Plans call for the removal of two parking spaces—one up to the northwestern corner of East Maple, the other around the corner on Main (in front of Coldwell Banker)—as well as the westward shifting of the centerline on Main Street as northbound traffic approaches the intersection and shifting forward both the stop bar and crosswalk at the top of East Maple, traffic officials said.
Tiger Mann, ascending assistant director of the Department of Public Works, told members of the Police Commission at their most recent meeting that he has “a request for Safety Markings to come out and take care of that work.”

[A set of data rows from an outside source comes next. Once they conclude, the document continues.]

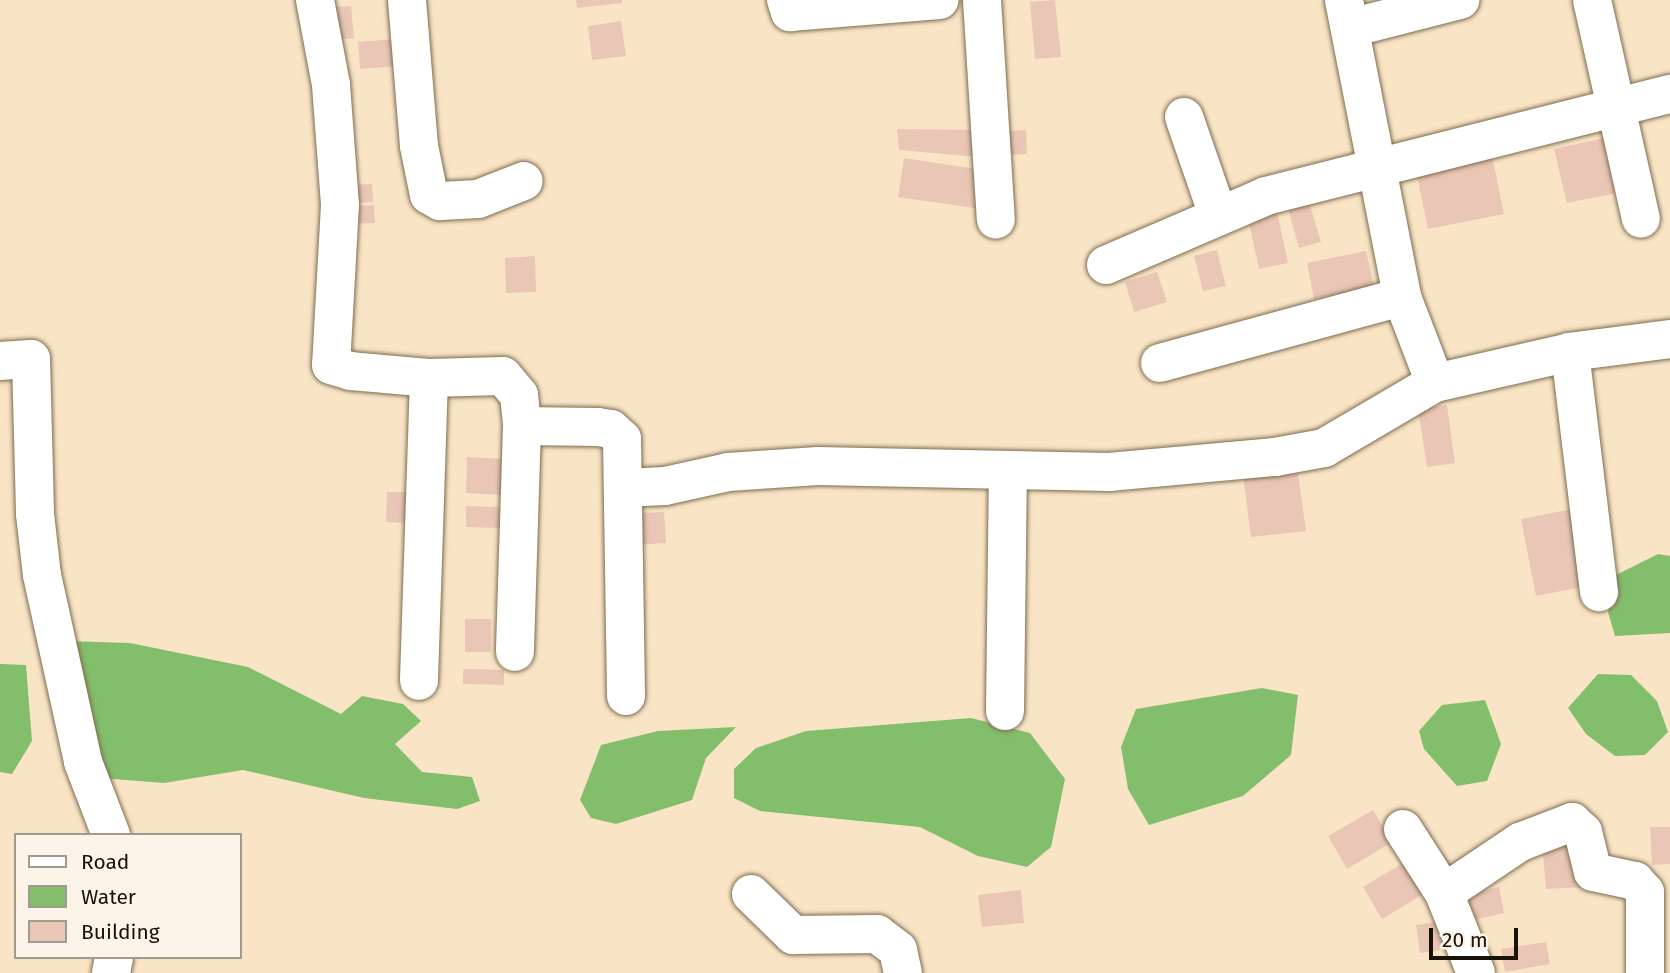 <!DOCTYPE html>
<style>
body{margin:0}
#map{position:relative;width:1670px;height:973px;overflow:hidden;background:#f9e5c6;font-family:"Fira Sans",sans-serif}
div>[style]{position:absolute}
.water>*{inset:0;background:#82be6c}
.building>*{inset:0;background:#e9c6b5}
.roads{filter:drop-shadow(0 0 2px #7e6c50) drop-shadow(0 0 2px #7e6c50)}
.minor>*{height:38px;margin:-19px;padding:0 19px;transform-origin:19px;border-radius:19px;background:#fff}
span{translate:-50% -50%;white-space:nowrap;text-align:center;line-height:1.15;-webkit-text-stroke:5px #fcf4e8;paint-order:stroke}
.legend{position:absolute;left:14px;top:833px;width:228px;height:126px;box-sizing:border-box;background:#fcf4e8;border:2px solid #a19a8e;margin:0;padding:9px 12px;list-style:none;font-size:21px;color:#191208}
.legend li{display:flex;align-items:center;gap:14px;height:35px}
.legend b{width:35px;border:2px solid #a19a8e}
.scale{position:absolute;left:1429px;top:928px;width:89px;height:32px;box-sizing:border-box;border:4px solid #191208;border-top:0;padding-left:9px;font-size:21px;line-height:24px;white-space:nowrap;color:#191208;-webkit-text-stroke:5px #fcf4e8;paint-order:stroke}
</style>
<div id="map">
<div class="water">
<i style="clip-path:polygon(1658px 554px,1670px 556px,1670px 633px,1615px 636px,1608px 612px,1610px 578px)"></i>
<i style="clip-path:polygon(64px 641px,130px 643px,248px 667px,341px 714px,362px 696px,403px 704px,421px 721px,395px 744px,422px 772px,472px 777px,480px 801px,457px 809px,364px 798px,243px 770px,164px 783px,101px 778px)"></i>
<i style="clip-path:polygon(0 664px,26px 665px,32px 741px,12px 774px,0 772px)"></i>
<i style="clip-path:polygon(1598px 674px,1631px 675px,1657px 701px,1668px 732px,1645px 755px,1615px 756px,1586px 734px,1568px 708px)"></i>
<i style="clip-path:polygon(1262px 688px,1298px 695px,1291px 755px,1243px 796px,1149px 825px,1128px 789px,1121px 747px,1136px 709px)"></i>
<i style="clip-path:polygon(1485px 700px,1501px 744px,1487px 781px,1457px 786px,1424px 749px,1419px 731px,1442px 705px)"></i>
<i style="clip-path:polygon(971px 718px,1030px 733px,1065px 779px,1051px 847px,1027px 867px,978px 856px,920px 827px,760px 811px,734px 798px,734px 769px,756px 748px,806px 731px)"></i>
<i style="clip-path:polygon(736px 727px,706px 758px,692px 800px,616px 824px,591px 818px,580px 800px,601px 745px,658px 731px)"></i>
</div>
<div class="building">
<i style="clip-path:polygon(576px 0,622px 0,622px 3px,577px 8px)"></i>
<i style="clip-path:polygon(1055px 0,1061px 57px,1035px 59px,1030px 2px)"></i>
<i style="clip-path:polygon(351px 6px,354px 38px,327px 40px,324px 8px)"></i>
<i style="clip-path:polygon(621px 21px,626px 56px,592px 60px,588px 26px)"></i>
<i style="clip-path:polygon(397px 39px,400px 66px,360px 69px,358px 42px)"></i>
<i style="clip-path:polygon(897px 129px,981px 130px,978px 157px,899px 150px)"></i>
<i style="clip-path:polygon(1026px 130px,1027px 154px,1003px 155px,1002px 132px)"></i>
<i style="clip-path:polygon(1605px 138px,1617px 193px,1567px 203px,1554px 149px)"></i>
<i style="clip-path:polygon(1492px 156px,1504px 214px,1428px 229px,1416px 171px)"></i>
<i style="clip-path:polygon(904px 158px,976px 169px,981px 209px,898px 197px)"></i>
<i style="clip-path:polygon(372px 184px,373px 202px,347px 203px,346px 185px)"></i>
<i style="clip-path:polygon(1309px 202px,1321px 242px,1299px 248px,1288px 208px)"></i>
<i style="clip-path:polygon(374px 205px,375px 223px,349px 224px,348px 207px)"></i>
<i style="clip-path:polygon(1277px 212px,1288px 263px,1259px 269px,1248px 218px)"></i>
<i style="clip-path:polygon(1217px 250px,1226px 286px,1203px 291px,1194px 256px)"></i>
<i style="clip-path:polygon(1366px 251px,1374px 287px,1314px 299px,1307px 263px)"></i>
<i style="clip-path:polygon(535px 256px,536px 292px,506px 293px,505px 258px)"></i>
<i style="clip-path:polygon(1157px 272px,1167px 302px,1134px 312px,1125px 282px)"></i>
<i style="clip-path:polygon(1447px 405px,1455px 463px,1427px 467px,1418px 409px)"></i>
<i style="clip-path:polygon(467px 457px,505px 459px,503px 495px,466px 493px)"></i>
<i style="clip-path:polygon(1296px 459px,1306px 531px,1251px 537px,1242px 466px)"></i>
<i style="clip-path:polygon(387px 492px,415px 492px,414px 523px,386px 522px)"></i>
<i style="clip-path:polygon(466px 506px,503px 507px,503px 528px,466px 527px)"></i>
<i style="clip-path:polygon(1577px 508px,1592px 585px,1536px 596px,1521px 519px)"></i>
<i style="clip-path:polygon(664px 512px,666px 543px,633px 545px,631px 513px)"></i>
<i style="clip-path:polygon(465px 619px,491px 619px,491px 652px,465px 652px)"></i>
<i style="clip-path:polygon(463px 669px,504px 670px,504px 685px,463px 684px)"></i>
<i style="clip-path:polygon(1373px 810px,1392px 842px,1347px 869px,1328px 836px)"></i>
<i style="clip-path:polygon(1650px 827px,1670px 827px,1670px 864px,1652px 865px)"></i>
<i style="clip-path:polygon(1581px 839px,1585px 887px,1546px 889px,1542px 842px)"></i>
<i style="clip-path:polygon(1408px 860px,1427px 892px,1382px 919px,1363px 887px)"></i>
<i style="clip-path:polygon(1499px 887px,1504px 913px,1465px 922px,1460px 896px)"></i>
<i style="clip-path:polygon(1021px 890px,1024px 923px,982px 927px,978px 895px)"></i>
<i style="clip-path:polygon(1451px 920px,1455px 948px,1420px 953px,1416px 925px)"></i>
<i style="clip-path:polygon(1546px 942px,1550px 964px,1505px 972px,1501px 949px)"></i>
</div>
<div class="roads">
<div class="minor">
<i style="left:315px;top:0;width:86px;rotate:79.3deg"></i>
<i style="left:331px;top:85px;width:120px;rotate:85.7deg"></i>
<i style="left:340px;top:205px;width:160px;rotate:93.2deg"></i>
<i style="left:331px;top:365px;width:21px;rotate:17deg"></i>
<i style="left:351px;top:371px;width:78px;rotate:5.1deg"></i>
<i style="left:429px;top:378px;width:303px;rotate:91.9deg"></i>
<i style="left:407px;top:0;width:146px;rotate:85.3deg"></i>
<i style="left:419px;top:146px;width:50px;rotate:78.5deg"></i>
<i style="left:429px;top:195px;width:13px;rotate:29deg"></i>
<i style="left:440px;top:201px;width:38px;rotate:-3deg"></i>
<i style="left:478px;top:199px;width:49px;rotate:-21.4deg"></i>
<i style="left:786px;top:0;width:13px;rotate:72deg"></i>
<i style="left:790px;top:12px;width:150px;rotate:-4.6deg"></i>
<i style="left:982px;top:0;width:220px;rotate:86.4deg"></i>
<i style="left:1344px;top:0;width:303px;rotate:78.9deg"></i>
<i style="left:1402px;top:297px;width:92px;rotate:69deg"></i>
<i style="left:1592px;top:0;width:224px;rotate:77.4deg"></i>
<i style="left:1350px;top:28px;width:114px;rotate:-14.3deg"></i>
<i style="left:1184px;top:117px;width:104px;rotate:70.9deg"></i>
<i style="left:1106px;top:265px;width:174px;rotate:-23.3deg"></i>
<i style="left:1266px;top:196px;width:417px;rotate:-14.2deg"></i>
<i style="left:1570px;top:352px;width:242px;rotate:83.1deg"></i>
<i style="left:0;top:361px;width:31px;rotate:-4deg"></i>
<i style="left:31px;top:359px;width:155px;rotate:88.5deg"></i>
<i style="left:35px;top:514px;width:61px;rotate:83.5deg"></i>
<i style="left:42px;top:575px;width:191px;rotate:77.6deg"></i>
<i style="left:83px;top:762px;width:78px;rotate:69deg"></i>
<i style="left:1160px;top:363px;width:251px;rotate:-15.3deg"></i>
<i style="left:429px;top:378px;width:74px;rotate:-1.5deg"></i>
<i style="left:503px;top:376px;width:25px;rotate:50deg"></i>
<i style="left:519px;top:395px;width:31px;rotate:84deg"></i>
<i style="left:522px;top:426px;width:226px;rotate:91.8deg"></i>
<i style="left:522px;top:426px;width:76px;rotate:0.8deg"></i>
<i style="left:598px;top:427px;width:13px;rotate:9deg"></i>
<i style="left:611px;top:429px;width:15px;rotate:42deg"></i>
<i style="left:622px;top:439px;width:257px;rotate:89.1deg"></i>
<i style="left:624px;top:488px;width:41px;rotate:-2.8deg"></i>
<i style="left:665px;top:486px;width:65px;rotate:-12.5deg"></i>
<i style="left:728px;top:472px;width:90px;rotate:-3.8deg"></i>
<i style="left:818px;top:466px;width:291px;rotate:1.2deg"></i>
<i style="left:1109px;top:472px;width:167px;rotate:-5.2deg"></i>
<i style="left:1275px;top:457px;width:50px;rotate:-10.4deg"></i>
<i style="left:1324px;top:448px;width:129px;rotate:-30.4deg"></i>
<i style="left:1435px;top:383px;width:139px;rotate:-12.9deg"></i>
<i style="left:1570px;top:352px;width:101px;rotate:-7.4deg"></i>
<i style="left:1005px;top:711px;width:240px;rotate:-89.3deg"></i>
<i style="left:1403px;top:829px;width:76px;rotate:57.4deg"></i>
<i style="left:1444px;top:893px;width:86px;rotate:68.2deg"></i>
<i style="left:1444px;top:893px;width:92px;rotate:-33.9deg"></i>
<i style="left:1520px;top:842px;width:56px;rotate:-21deg"></i>
<i style="left:1572px;top:822px;width:15px;rotate:42deg"></i>
<i style="left:1583px;top:832px;width:41px;rotate:76deg"></i>
<i style="left:1593px;top:872px;width:43px;rotate:12.1deg"></i>
<i style="left:1635px;top:881px;width:15px;rotate:48deg"></i>
<i style="left:1645px;top:892px;width:81px;rotate:90deg"></i>
<i style="left:751px;top:894px;width:59px;rotate:44.3deg"></i>
<i style="left:793px;top:935px;width:84px;rotate:-0.7deg"></i>
<i style="left:877px;top:934px;width:26px;rotate:37deg"></i>
<i style="left:898px;top:950px;width:24px;rotate:78deg"></i>
<i style="left:111px;top:973px;width:16px;rotate:-79deg"></i>
</div>
</div>
<ul class="legend">
<li><b style="height:9px;background:#fff"></b>Road</li>
<li><b style="height:19px;background:#82be6c"></b>Water</li>
<li><b style="height:19px;background:#e9c6b5"></b>Building</li>
</ul>
<div class="scale">20 m</div>
</div>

“Once we put that striping in, we will move over the centerline,” he said at the meeting, held Nov. 16 in the training room at the New Canaan Police Department. “That’s all we have left—to come and lay it out as to what’s going to happen, and then give the go-ahead and do the work.”
The improvements represent an initial attempt to create a safer intersection for motorists seeking to exit Maple and East Maple onto Main and for pedestrians seeking to cross those streets. Northbound motorists on Main rarely look for cars pulling out just there—they’re focused on the light at Cherry up ahead, officials say—and pedestrians using the crosswalks often are walking into unsuspecting traffic.

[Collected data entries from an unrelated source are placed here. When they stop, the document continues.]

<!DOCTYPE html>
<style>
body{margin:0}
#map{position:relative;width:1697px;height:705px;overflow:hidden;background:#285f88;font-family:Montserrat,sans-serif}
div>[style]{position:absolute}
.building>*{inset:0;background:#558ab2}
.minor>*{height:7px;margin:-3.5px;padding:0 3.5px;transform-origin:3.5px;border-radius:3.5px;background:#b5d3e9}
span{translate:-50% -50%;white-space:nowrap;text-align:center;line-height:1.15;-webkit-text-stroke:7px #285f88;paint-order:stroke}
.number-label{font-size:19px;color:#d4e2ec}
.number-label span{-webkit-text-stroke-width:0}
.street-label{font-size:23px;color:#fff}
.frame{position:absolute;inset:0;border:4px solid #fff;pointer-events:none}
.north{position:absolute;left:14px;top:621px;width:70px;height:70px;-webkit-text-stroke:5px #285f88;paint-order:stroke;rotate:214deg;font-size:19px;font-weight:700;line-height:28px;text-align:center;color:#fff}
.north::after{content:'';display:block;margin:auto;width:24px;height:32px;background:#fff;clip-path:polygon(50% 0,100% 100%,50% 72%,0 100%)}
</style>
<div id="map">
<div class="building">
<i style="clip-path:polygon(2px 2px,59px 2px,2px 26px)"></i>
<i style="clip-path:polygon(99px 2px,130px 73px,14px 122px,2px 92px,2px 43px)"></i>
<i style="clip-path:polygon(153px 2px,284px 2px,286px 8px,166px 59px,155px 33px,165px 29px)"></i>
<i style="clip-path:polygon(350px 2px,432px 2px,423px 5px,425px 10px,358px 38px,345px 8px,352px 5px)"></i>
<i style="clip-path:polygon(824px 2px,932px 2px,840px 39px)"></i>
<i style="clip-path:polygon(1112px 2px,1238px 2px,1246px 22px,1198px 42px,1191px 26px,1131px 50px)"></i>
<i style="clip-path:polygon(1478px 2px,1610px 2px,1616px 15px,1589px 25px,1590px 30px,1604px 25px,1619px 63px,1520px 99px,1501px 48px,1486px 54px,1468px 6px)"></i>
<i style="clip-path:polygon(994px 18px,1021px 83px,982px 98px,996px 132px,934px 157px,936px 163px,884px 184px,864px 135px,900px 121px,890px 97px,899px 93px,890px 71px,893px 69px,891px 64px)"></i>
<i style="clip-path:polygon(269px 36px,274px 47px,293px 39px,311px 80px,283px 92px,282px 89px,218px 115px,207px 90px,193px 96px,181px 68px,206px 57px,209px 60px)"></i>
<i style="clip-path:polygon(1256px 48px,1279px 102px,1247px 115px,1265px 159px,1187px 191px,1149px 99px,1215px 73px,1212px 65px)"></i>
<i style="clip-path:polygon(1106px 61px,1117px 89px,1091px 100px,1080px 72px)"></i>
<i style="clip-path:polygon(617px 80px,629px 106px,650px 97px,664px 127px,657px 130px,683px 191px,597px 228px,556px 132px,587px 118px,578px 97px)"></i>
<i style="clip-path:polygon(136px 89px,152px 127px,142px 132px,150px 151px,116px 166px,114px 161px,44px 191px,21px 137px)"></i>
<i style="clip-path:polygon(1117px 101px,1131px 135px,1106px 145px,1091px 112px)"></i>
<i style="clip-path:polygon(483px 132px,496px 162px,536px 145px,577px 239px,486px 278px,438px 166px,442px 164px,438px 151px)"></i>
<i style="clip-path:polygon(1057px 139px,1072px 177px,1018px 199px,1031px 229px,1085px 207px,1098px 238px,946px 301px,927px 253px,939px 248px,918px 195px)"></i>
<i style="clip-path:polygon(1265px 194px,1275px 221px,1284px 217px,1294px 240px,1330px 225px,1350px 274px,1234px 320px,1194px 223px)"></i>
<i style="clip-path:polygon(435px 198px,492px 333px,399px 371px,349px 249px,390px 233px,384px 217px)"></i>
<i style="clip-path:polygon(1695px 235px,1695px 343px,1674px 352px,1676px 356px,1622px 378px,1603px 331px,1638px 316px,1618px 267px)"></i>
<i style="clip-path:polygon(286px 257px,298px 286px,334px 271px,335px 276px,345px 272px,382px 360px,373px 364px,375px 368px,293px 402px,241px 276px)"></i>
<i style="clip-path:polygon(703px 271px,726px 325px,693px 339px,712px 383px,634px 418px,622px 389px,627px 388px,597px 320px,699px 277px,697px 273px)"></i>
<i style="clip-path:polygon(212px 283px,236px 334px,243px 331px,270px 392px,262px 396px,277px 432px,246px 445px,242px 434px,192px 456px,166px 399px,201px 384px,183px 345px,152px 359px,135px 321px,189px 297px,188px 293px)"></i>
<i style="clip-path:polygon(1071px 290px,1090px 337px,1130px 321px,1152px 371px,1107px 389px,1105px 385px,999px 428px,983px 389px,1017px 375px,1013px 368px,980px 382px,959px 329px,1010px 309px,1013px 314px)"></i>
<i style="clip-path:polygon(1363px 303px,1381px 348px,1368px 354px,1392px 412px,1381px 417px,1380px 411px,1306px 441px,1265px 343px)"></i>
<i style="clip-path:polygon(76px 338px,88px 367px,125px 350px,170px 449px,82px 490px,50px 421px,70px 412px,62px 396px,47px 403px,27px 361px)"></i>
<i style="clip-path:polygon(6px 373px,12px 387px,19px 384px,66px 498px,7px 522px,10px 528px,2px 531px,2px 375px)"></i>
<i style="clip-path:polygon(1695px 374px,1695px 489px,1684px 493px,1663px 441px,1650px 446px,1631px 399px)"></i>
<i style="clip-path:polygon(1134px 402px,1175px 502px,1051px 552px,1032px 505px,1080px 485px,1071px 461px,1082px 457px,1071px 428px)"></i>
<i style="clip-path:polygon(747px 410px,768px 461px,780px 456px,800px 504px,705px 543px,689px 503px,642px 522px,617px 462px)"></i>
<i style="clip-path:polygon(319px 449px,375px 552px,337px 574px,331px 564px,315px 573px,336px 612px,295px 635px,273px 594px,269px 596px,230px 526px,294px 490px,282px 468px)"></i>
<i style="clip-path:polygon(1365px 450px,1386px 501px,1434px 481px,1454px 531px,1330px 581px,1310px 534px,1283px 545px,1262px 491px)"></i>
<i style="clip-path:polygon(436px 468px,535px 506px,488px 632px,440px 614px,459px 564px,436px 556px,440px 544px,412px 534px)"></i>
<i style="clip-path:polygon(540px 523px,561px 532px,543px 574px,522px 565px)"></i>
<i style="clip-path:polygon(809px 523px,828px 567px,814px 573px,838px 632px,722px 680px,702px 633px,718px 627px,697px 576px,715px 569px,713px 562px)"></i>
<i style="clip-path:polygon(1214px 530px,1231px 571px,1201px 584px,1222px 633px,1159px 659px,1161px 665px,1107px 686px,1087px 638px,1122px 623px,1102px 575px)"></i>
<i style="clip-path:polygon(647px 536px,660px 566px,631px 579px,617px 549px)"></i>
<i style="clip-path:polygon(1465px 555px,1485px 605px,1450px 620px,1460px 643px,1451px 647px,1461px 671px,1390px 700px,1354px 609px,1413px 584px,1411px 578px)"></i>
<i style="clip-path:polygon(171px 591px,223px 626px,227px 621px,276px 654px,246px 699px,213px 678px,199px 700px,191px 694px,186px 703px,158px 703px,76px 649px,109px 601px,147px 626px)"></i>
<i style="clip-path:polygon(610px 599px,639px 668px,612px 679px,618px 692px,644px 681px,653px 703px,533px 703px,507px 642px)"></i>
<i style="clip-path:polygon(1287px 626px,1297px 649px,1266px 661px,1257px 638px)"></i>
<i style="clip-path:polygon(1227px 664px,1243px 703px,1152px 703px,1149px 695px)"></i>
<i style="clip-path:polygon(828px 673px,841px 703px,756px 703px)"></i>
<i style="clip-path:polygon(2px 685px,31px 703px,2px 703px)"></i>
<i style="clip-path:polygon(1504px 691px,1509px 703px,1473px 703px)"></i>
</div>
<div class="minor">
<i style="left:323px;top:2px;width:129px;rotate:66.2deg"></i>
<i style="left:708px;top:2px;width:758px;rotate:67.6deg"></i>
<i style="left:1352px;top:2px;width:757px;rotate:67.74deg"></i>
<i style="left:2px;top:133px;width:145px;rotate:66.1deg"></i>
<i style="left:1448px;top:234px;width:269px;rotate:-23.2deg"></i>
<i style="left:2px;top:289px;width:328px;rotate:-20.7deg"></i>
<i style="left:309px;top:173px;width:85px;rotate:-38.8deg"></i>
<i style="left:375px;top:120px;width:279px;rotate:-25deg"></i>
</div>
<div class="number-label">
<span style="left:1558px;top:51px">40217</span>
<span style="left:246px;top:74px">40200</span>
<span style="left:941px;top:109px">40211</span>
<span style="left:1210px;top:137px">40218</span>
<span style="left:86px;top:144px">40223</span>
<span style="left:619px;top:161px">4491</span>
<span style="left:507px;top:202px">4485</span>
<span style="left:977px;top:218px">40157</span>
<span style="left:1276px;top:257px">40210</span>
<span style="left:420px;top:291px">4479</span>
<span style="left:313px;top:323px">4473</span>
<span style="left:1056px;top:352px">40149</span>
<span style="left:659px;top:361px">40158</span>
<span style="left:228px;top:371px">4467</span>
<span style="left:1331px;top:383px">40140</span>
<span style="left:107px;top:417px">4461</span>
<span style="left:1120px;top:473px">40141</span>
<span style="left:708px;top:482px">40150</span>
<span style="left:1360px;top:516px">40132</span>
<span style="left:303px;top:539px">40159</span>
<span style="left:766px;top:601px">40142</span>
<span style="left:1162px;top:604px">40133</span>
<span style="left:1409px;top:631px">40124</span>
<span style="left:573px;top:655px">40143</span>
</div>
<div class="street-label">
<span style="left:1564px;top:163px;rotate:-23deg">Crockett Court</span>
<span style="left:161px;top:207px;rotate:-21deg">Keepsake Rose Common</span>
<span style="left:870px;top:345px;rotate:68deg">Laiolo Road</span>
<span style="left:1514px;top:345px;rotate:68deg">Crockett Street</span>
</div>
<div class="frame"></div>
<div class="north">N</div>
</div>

Exacerbating already bad sight lines, residents of East Maple Street say, are motor vehicles parked by AC Auto Body in the northwestern-most corner of the business’s lot—an area that had been a grass verge and was paved over in recent months.
AC Auto Body owner Anthony Ceraso has said he needed to pave over that area to create more parking on his lot, after commissioners withdrew a special allowance whereby the business—which is the emergency towing service for the town—could park vehicles on East Maple Street. The Police Commission urged Ceraso to use designated space up at the Center School lot rather than park on East Maple, following concerns from neighbors that his trucks and customer vehicles were pinching traffic on their road, creating a safety hazard.
The new changes result from a traffic study commissioned by the town and officials hope they’ll ease tensions that have escalated between Ceraso and several neighbors after the latter brought the situation to the town’s attention last winter.
Other possible solutions include reducing northbound traffic on Main by “bumping out” the southeast corner at East Maple Street, effectively narrowing the road there. Public works officials have said they would prefer not to do that, because snow plows would run straight into the bump-out in the winter. Commissioners also have said a bump-out would make it difficult for drivers pulling out of the AC Auto Body lot to accelerate onto Main Street. Officials also have talked about making East Maple one way running from Main to Hoyt Street—a prospect that some Hoyt Street residents have opposed.
At the last Police Commission meeting that Ceraso attended, some neighbors indicated that he should not be allowed to park cars up against the street because his property is in the B Residential Zone, which requires a 25-foot setback for accessory structures. It isn’t clear whether a parked car qualifies as such, and Ceraso has said that he has engaged a lawyer for advice on the matter.
The Police Commission is scheduled to meet at 6 p.m. Wednesday.